▽

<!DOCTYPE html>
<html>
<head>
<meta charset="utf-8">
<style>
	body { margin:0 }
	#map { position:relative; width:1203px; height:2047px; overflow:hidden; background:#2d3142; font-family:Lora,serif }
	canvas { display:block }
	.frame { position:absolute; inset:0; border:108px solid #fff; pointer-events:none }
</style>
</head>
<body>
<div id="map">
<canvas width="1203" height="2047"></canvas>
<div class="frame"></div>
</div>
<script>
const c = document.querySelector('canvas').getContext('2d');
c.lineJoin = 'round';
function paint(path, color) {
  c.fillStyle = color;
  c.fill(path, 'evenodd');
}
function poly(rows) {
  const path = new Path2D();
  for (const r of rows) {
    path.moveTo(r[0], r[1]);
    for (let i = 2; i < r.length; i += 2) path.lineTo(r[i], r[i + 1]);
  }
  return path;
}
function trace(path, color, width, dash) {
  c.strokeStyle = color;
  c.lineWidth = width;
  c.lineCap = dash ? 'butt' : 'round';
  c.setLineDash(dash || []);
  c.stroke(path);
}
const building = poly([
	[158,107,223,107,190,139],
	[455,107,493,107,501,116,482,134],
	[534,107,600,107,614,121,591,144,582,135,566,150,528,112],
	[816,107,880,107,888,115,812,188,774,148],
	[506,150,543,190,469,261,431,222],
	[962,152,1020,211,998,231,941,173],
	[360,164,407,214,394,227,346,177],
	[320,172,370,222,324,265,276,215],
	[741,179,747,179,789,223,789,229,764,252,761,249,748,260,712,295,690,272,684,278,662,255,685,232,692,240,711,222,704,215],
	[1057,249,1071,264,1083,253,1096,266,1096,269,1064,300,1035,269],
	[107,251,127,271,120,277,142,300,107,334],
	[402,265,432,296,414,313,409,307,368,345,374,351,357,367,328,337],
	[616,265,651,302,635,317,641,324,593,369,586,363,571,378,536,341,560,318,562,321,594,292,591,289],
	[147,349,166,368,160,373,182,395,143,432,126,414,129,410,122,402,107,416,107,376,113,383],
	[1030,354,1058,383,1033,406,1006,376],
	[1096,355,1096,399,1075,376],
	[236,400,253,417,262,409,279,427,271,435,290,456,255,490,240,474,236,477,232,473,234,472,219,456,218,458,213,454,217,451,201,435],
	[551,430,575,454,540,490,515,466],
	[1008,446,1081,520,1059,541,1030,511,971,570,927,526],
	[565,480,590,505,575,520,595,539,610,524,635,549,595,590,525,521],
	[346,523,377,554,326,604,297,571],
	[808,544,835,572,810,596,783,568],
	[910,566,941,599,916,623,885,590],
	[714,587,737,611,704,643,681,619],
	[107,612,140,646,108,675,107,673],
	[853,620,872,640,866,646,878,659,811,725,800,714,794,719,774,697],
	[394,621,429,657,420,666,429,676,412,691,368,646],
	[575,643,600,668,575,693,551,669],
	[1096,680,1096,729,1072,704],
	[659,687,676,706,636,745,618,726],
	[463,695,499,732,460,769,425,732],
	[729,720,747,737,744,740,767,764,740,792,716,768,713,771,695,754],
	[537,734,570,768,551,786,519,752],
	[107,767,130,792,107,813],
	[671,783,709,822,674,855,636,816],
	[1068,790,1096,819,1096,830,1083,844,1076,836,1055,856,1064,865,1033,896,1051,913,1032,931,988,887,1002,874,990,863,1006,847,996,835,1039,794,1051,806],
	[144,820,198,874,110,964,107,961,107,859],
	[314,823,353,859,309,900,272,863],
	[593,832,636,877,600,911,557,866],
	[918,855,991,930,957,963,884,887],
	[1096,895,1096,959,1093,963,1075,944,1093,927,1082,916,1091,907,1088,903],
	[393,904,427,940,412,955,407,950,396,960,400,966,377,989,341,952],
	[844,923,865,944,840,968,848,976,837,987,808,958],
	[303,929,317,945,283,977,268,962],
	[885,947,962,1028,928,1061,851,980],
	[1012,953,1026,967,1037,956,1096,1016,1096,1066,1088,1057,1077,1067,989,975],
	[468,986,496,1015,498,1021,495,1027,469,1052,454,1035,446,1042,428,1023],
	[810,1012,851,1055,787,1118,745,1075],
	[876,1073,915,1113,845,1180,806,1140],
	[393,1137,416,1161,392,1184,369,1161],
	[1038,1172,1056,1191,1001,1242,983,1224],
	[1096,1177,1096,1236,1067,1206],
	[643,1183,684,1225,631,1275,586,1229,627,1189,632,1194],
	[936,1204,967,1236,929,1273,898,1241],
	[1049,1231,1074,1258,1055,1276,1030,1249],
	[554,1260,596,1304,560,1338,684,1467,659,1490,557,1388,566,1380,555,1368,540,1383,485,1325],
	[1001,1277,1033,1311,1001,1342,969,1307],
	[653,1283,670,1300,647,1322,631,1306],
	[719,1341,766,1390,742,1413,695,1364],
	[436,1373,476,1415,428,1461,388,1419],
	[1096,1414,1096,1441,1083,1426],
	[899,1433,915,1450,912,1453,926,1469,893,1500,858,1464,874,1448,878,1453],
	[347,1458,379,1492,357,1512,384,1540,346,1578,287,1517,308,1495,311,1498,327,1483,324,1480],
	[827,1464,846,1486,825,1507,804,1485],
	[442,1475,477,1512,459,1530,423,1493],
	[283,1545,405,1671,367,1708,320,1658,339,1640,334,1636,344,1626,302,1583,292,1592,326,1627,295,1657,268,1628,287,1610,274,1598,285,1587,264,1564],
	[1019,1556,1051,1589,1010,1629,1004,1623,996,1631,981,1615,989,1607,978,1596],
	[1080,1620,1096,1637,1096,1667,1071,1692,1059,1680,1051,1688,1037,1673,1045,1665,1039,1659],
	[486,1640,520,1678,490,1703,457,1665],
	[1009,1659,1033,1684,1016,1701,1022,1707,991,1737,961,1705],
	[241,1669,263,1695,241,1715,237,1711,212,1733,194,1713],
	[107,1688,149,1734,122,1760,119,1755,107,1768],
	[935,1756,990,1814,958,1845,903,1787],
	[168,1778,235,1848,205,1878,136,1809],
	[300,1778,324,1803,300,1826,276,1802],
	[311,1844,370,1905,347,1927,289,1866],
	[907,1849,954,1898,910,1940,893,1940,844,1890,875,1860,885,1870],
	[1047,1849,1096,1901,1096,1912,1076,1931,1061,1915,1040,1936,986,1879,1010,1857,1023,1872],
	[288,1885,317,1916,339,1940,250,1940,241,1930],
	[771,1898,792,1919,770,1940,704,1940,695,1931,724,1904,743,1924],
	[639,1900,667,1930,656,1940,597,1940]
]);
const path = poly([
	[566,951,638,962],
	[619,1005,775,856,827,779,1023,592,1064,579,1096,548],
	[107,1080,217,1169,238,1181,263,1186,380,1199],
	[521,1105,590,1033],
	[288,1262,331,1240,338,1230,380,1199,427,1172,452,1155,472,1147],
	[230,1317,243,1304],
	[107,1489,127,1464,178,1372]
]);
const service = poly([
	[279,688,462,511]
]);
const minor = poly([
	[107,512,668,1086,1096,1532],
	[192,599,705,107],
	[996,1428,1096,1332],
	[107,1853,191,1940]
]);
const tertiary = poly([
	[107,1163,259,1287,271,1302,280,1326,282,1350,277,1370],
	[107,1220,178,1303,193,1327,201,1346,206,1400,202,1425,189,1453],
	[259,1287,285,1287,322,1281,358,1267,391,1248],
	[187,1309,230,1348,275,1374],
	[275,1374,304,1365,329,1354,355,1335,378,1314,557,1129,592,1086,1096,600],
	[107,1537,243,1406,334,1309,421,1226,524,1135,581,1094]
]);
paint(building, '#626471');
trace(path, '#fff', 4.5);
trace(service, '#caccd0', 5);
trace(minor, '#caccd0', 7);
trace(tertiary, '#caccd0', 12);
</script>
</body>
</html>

△
▽

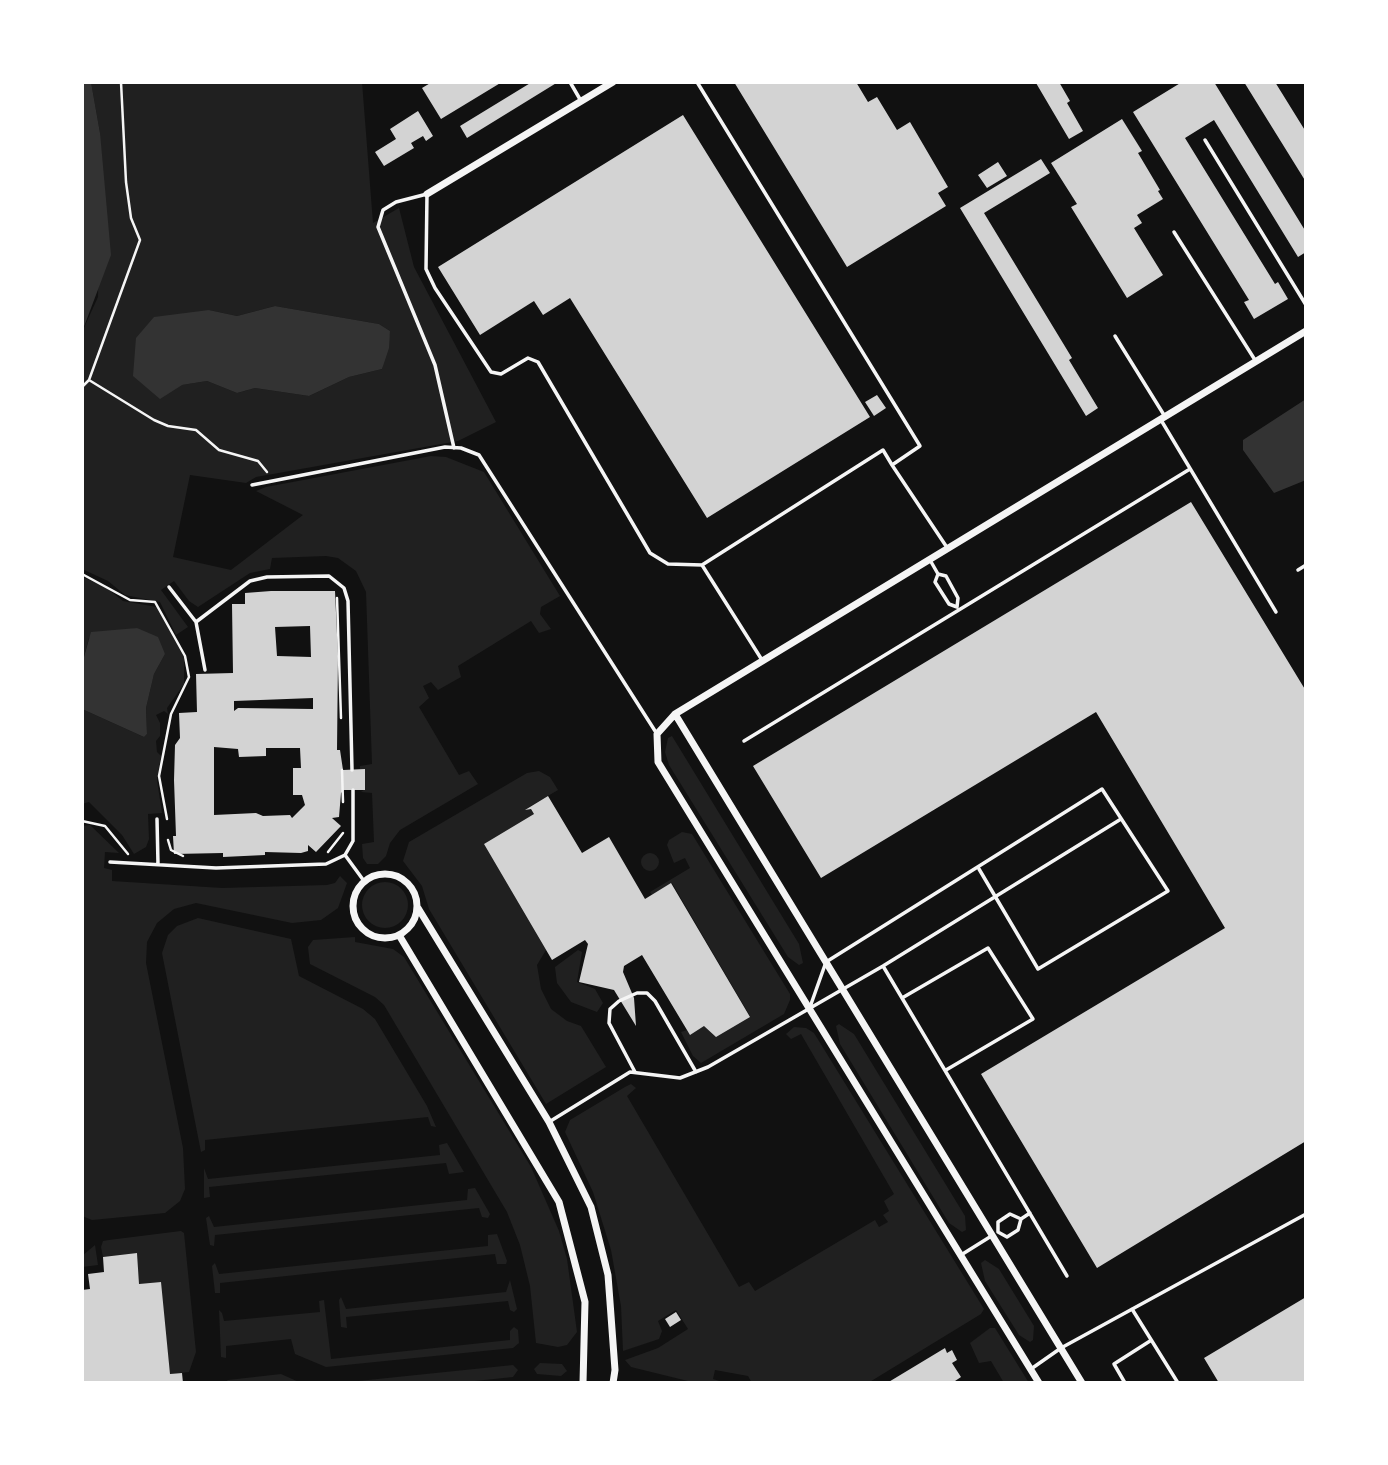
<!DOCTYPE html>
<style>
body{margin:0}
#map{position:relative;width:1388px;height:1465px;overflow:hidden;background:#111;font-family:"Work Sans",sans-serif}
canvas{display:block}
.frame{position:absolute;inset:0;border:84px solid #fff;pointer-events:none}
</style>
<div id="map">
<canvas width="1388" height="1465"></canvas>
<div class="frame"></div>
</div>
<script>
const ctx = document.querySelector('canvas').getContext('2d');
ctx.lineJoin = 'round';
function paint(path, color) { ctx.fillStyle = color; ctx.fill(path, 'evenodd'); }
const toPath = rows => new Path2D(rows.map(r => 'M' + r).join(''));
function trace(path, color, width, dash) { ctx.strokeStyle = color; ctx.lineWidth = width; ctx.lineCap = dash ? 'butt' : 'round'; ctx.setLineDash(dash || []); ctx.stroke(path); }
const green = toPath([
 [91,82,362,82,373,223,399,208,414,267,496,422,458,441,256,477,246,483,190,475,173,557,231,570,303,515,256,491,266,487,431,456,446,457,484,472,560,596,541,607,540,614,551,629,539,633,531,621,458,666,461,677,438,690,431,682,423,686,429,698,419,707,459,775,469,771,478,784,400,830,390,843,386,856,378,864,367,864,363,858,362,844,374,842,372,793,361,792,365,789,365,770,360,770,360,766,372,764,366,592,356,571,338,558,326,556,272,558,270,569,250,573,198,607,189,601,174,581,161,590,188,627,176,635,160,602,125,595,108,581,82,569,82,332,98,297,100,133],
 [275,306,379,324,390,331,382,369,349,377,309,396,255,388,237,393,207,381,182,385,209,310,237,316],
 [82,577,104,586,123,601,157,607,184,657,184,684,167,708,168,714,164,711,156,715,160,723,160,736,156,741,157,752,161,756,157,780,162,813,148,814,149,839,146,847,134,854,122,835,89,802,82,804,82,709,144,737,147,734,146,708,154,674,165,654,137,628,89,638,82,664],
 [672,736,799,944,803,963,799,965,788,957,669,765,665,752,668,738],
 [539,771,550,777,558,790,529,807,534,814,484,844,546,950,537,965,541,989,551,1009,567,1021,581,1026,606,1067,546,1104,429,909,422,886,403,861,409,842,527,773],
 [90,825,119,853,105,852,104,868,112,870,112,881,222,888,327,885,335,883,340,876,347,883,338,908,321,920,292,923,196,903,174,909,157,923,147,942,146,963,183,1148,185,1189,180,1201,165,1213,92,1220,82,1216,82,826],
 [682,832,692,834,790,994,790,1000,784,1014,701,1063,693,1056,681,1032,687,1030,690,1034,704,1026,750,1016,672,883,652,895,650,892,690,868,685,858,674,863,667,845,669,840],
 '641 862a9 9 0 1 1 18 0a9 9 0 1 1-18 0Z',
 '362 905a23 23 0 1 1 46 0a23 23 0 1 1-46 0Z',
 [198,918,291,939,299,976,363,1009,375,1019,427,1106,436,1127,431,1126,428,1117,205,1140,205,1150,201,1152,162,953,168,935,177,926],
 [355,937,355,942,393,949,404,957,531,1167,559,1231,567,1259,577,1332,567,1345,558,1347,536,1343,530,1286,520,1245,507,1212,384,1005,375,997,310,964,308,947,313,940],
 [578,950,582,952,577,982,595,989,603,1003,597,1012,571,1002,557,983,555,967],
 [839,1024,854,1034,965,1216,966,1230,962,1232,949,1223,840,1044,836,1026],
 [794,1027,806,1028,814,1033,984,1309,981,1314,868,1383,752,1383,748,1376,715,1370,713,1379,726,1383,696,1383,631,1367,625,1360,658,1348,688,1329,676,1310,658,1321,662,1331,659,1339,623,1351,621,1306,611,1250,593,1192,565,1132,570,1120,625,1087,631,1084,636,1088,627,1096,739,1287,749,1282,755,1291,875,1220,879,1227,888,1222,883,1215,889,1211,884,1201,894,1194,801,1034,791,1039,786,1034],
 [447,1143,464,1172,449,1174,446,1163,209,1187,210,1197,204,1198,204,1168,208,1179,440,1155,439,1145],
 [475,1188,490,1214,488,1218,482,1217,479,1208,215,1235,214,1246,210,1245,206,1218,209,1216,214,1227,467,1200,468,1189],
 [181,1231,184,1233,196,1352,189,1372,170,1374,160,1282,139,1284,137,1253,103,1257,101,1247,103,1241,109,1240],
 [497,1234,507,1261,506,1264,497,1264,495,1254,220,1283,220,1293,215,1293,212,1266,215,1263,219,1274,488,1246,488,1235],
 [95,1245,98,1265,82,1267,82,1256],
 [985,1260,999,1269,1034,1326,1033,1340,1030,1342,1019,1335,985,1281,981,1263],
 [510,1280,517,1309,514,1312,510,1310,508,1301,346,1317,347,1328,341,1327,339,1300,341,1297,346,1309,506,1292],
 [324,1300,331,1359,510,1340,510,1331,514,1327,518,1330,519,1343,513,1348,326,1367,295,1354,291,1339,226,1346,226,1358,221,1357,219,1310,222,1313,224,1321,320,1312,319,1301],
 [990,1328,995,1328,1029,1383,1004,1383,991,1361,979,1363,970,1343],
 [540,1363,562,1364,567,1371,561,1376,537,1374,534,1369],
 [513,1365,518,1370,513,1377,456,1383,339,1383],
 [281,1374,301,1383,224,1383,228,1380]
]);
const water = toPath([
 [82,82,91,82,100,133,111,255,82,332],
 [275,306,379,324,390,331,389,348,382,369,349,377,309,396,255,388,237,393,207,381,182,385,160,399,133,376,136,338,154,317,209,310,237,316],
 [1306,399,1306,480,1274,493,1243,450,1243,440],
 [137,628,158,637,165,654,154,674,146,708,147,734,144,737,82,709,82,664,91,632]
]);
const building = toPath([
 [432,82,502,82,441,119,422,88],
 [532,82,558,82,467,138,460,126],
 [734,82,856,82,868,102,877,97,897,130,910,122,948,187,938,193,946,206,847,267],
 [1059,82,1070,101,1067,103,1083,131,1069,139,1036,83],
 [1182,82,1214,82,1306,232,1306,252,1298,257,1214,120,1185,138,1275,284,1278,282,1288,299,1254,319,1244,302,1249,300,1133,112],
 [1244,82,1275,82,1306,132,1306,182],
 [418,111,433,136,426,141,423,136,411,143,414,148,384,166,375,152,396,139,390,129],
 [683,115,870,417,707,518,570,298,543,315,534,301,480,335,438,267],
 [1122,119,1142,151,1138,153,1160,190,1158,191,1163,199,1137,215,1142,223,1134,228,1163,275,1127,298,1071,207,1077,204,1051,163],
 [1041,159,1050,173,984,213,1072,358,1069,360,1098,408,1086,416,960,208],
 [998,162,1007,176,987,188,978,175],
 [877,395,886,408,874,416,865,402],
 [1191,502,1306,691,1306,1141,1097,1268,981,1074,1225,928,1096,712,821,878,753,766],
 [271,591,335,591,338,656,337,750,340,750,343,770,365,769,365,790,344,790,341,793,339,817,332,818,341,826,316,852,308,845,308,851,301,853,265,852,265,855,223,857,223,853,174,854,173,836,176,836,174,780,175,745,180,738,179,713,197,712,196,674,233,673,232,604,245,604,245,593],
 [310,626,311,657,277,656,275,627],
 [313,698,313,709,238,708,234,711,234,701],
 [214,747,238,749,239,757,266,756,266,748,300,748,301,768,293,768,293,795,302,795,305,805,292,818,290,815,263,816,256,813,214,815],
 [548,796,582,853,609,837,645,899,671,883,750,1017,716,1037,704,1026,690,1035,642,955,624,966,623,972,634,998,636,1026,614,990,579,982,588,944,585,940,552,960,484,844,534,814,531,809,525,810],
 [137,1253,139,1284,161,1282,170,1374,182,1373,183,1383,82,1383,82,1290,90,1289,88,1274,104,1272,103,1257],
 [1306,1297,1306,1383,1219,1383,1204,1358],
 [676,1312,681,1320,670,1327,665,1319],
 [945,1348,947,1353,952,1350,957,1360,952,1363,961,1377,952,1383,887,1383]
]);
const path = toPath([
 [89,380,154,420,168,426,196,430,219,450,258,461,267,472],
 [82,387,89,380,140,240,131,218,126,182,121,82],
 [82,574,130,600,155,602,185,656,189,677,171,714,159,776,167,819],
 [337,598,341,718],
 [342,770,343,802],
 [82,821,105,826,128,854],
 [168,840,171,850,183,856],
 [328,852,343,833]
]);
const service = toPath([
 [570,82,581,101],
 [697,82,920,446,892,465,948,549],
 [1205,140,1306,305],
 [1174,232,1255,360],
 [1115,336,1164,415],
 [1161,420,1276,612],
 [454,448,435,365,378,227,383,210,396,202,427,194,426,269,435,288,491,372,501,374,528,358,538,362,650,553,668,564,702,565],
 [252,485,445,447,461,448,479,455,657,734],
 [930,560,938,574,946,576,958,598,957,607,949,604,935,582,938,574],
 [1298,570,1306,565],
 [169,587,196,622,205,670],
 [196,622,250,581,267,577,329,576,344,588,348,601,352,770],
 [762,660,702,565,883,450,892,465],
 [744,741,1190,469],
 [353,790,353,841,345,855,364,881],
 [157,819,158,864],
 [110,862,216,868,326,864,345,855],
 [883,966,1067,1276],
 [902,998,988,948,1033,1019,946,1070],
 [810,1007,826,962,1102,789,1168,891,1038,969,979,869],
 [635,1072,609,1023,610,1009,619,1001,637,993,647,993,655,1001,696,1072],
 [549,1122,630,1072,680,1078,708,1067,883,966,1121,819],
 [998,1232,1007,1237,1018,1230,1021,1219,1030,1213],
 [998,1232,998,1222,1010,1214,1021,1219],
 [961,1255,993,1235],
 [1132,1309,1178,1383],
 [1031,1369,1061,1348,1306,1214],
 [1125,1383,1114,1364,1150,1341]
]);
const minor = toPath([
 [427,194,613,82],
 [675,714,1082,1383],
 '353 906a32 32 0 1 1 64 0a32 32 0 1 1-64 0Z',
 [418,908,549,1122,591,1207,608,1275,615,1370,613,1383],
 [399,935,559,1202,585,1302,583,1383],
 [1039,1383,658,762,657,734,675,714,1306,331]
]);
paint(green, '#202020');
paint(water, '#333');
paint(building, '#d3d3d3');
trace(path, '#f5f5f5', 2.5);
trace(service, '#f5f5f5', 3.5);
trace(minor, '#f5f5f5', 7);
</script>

△

_Problem to work on_
Looking back over the data above, restate word for word the lines that begin at the line with "c.lineJoin = 'round';" and end at the line with "c.stroke(path);", inclusive.

_Response for this exercise_
c.lineJoin = 'round';
function paint(path, color) {
  c.fillStyle = color;
  c.fill(path, 'evenodd');
}
function poly(rows) {
  const path = new Path2D();
  for (const r of rows) {
    path.moveTo(r[0], r[1]);
    for (let i = 2; i < r.length; i += 2) path.lineTo(r[i], r[i + 1]);
  }
  return path;
}
function trace(path, color, width, dash) {
  c.strokeStyle = color;
  c.lineWidth = width;
  c.lineCap = dash ? 'butt' : 'round';
  c.setLineDash(dash || []);
  c.stroke(path);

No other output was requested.